(RAW DATA)

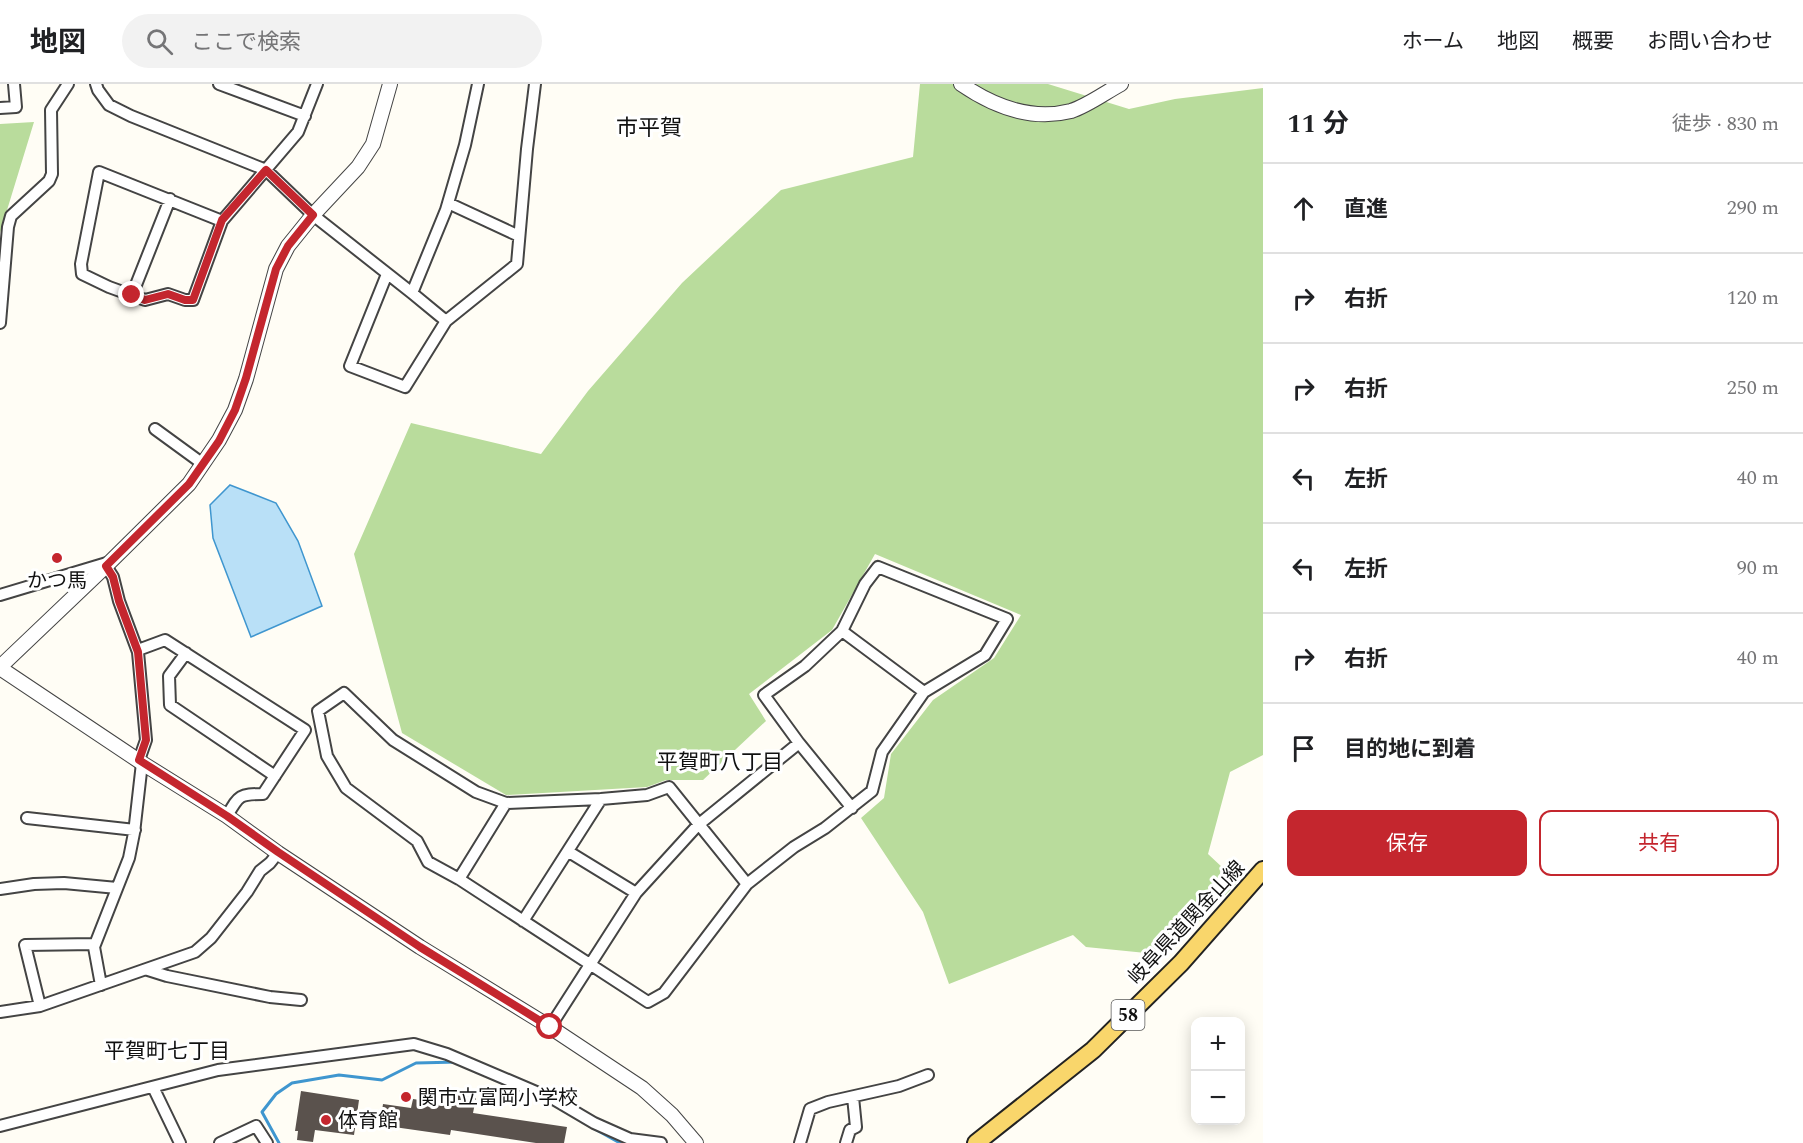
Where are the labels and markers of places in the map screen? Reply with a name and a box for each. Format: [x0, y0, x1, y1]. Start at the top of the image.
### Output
marker: かつ馬 [50, 551, 64, 565]
place label: かつ馬 [27, 566, 87, 596]
place label: 関市立富岡小学校 [418, 1083, 578, 1113]
marker: 関市立富岡小学校 [399, 1090, 413, 1104]
place label: 体育館 [338, 1106, 398, 1136]
marker: 体育館 [319, 1113, 333, 1127]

(End RAW DATA)

PROBLEM TO WORK ON ->
Omitting the images, transcribe every record exactly.

TASK OUTPUT ->
Where are the labels and markers of places in the map screen? Reply with a name and a box for each. Format: [x0, y0, x1, y1]. Start at the top of the image.
### Output
marker: かつ馬 [50, 551, 64, 565]
place label: かつ馬 [27, 566, 87, 596]
place label: 関市立富岡小学校 [418, 1083, 578, 1113]
marker: 関市立富岡小学校 [399, 1090, 413, 1104]
place label: 体育館 [338, 1106, 398, 1136]
marker: 体育館 [319, 1113, 333, 1127]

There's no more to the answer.